国が定めた被爆地域の外側にいたため被爆者と認められない 「被爆体験者」395人が
国と長崎県、長崎市に被爆者健康手帳の交付などを求めた訴訟の判決が25日、長崎地裁であった。
井田宏裁判長は「原告は原爆の放射能の影響を受けるような事情にあったとは言えない」などとして、
被爆者と認定するよう求めた請求を棄却。被爆体験者が当時いた地域を被爆地域とすることや、被爆者健康手帳の交付を求めた請求は「不適法」として却下した。原告は控訴する方針。
訴訟は
(1)被爆地域(爆心地から南北に約12キロ、東西に約7キロ)設定の妥当性
(2)原告が受けた原爆放射線による健康被害の有無
(3)被爆者援護法の解釈−などが争点。
判決は「原爆の放射線被害があったのは爆心地の半径5キロ以内」とする国の主張に沿った科学的知見を採用。
その上で、被爆地域が5キロを超えて広がったのは、「当時の長崎市の行政区域で定めたためで、科学的知見が根拠ではない」として、原告が原爆投下時にいた地点を被爆地域に含めなかったことは合理性を欠くとは言えないと判断した。

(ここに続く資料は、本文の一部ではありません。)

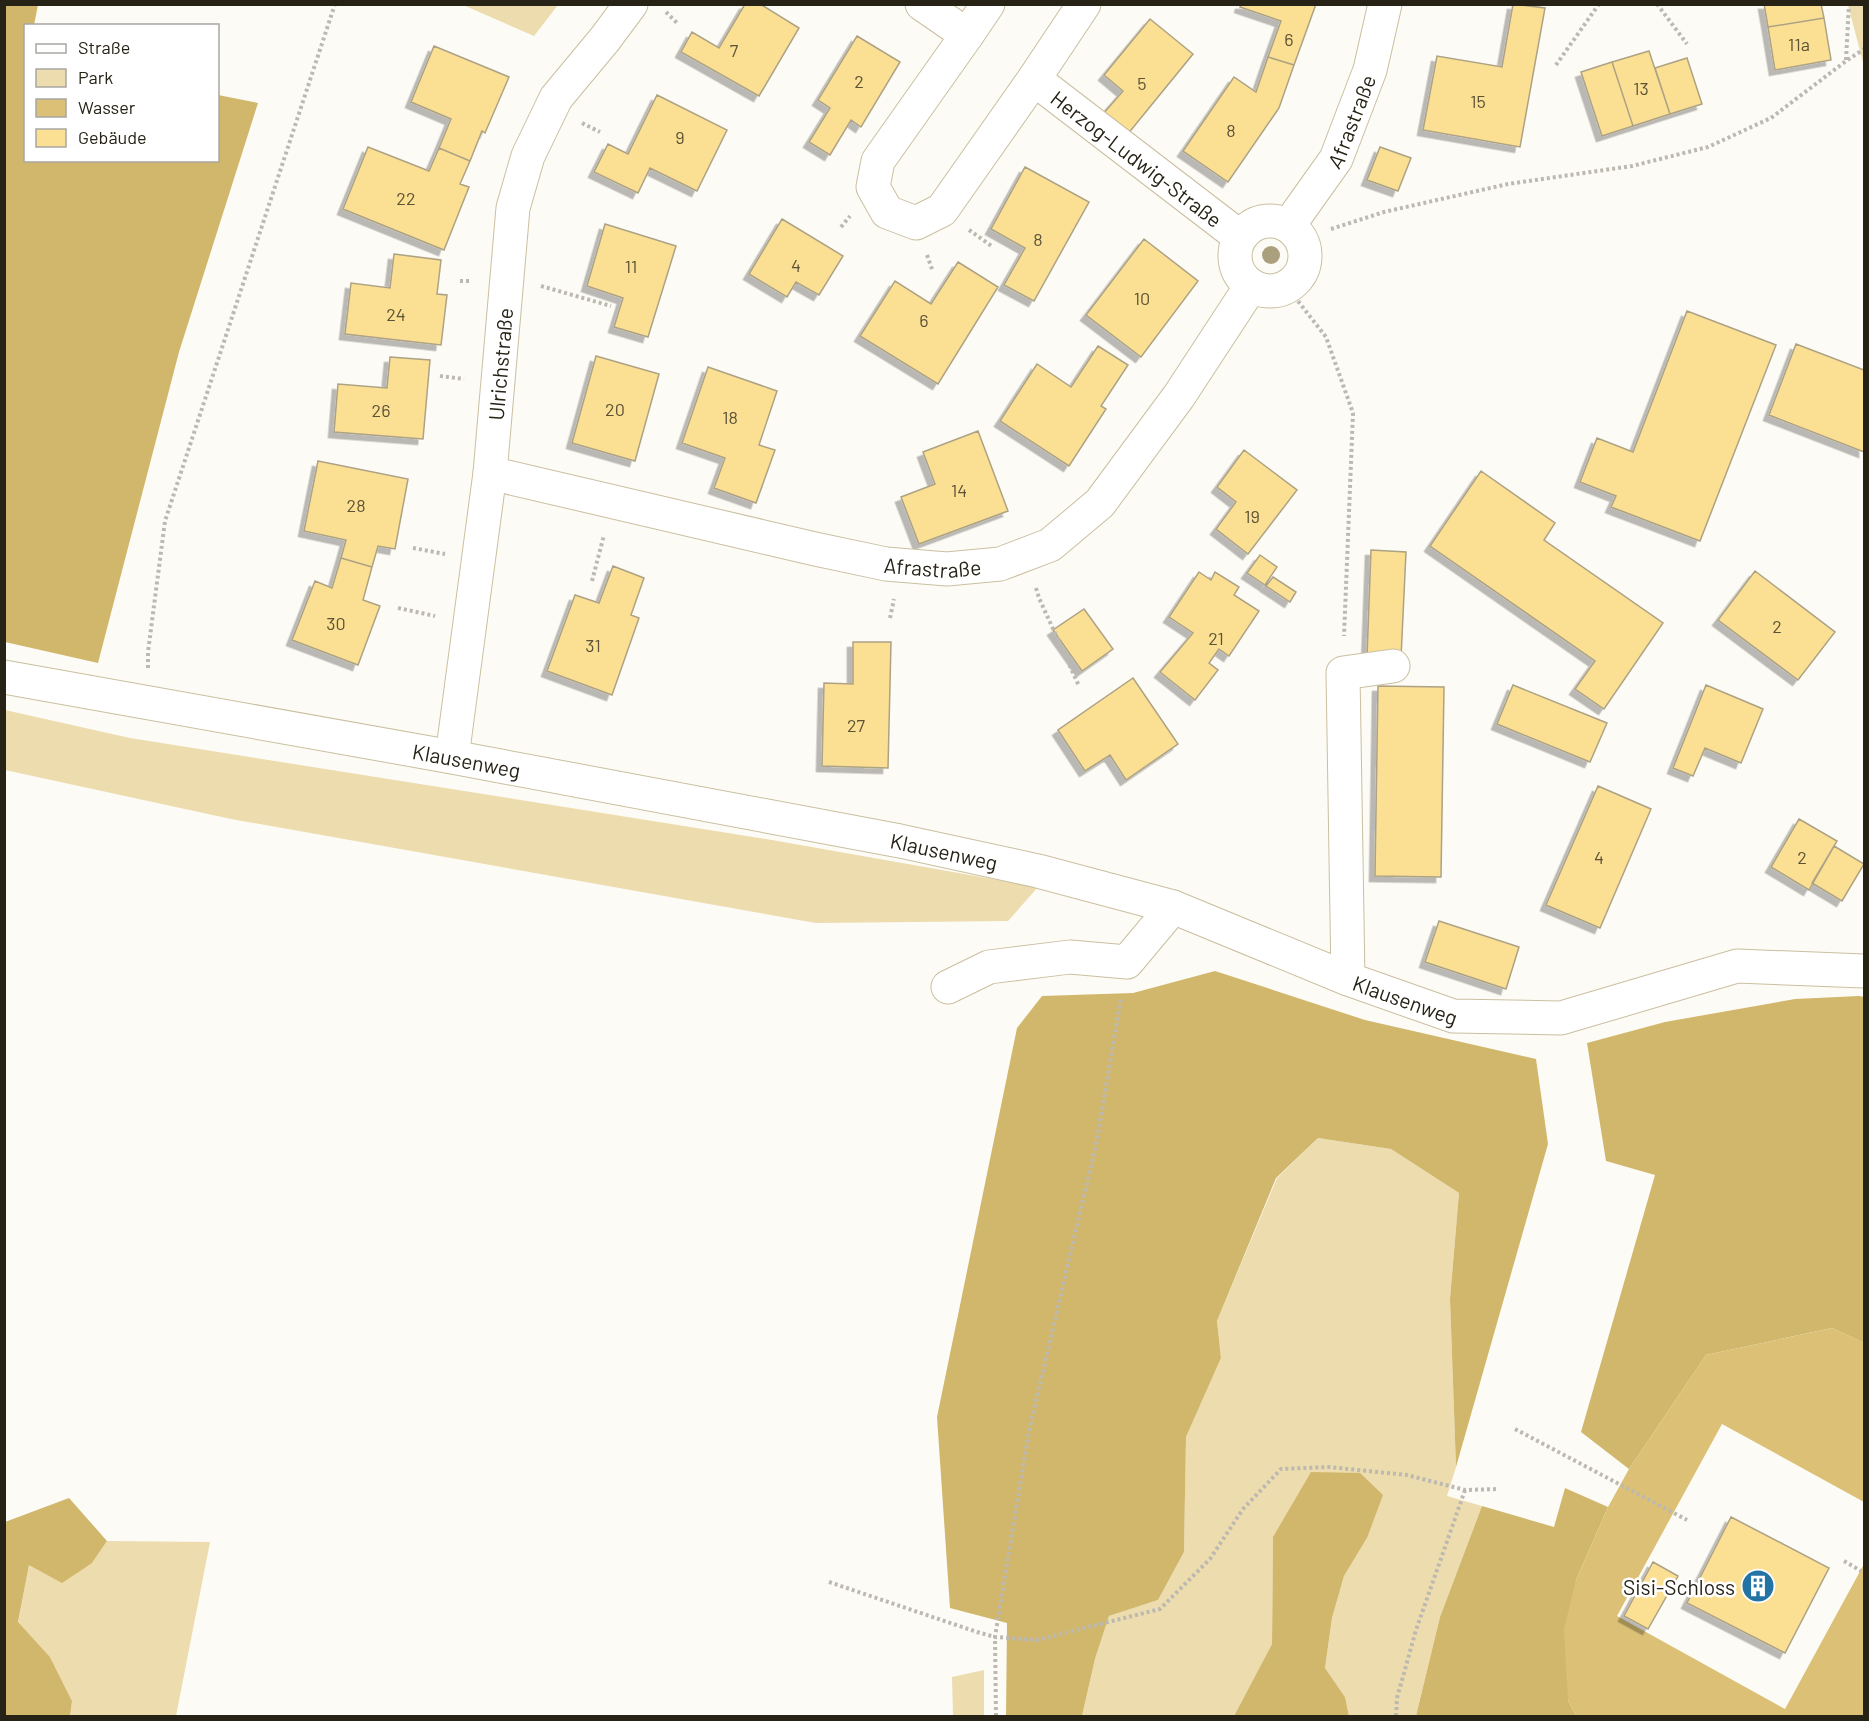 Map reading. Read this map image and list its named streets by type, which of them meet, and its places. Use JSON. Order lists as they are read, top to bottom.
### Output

原爆放射線による健康被害については、原告は原子雲の下で呼吸や食事により放射性物質を体内に取り込み、内部被ばくによる健康被害が生じたと主張。
判決は「原告が急性症状と主張する、脱毛や下痢などは放射線以外に多種多様な原因で発症する」
「原爆から50年以上たって行われた聞き取り調査なので、記憶の混乱や変容の恐れが低いとは言えない」として退けた。原告側の専門家の見解も「合理的根拠を欠く」と否定した。
また、被爆者援護法の解釈では、原告側は「被爆体験者は同法に規定された被爆者に当たる」と主張したのに対し、判決は、原告の立証は不十分と指摘した。
今回の原告は67〜97歳の男女。ほかに、長崎県内外の164人が同様の訴えを長崎地裁に起こし、係争中。
原告団事務局長の岩永千代子さん(76)は「あってはならない判決だ。内部被ばくは明らかで、誰が見ても不合理な被爆地域の線引きが、どうして正当化されなくてはならないのか。これからもひるまず勝つまで闘う」と話した。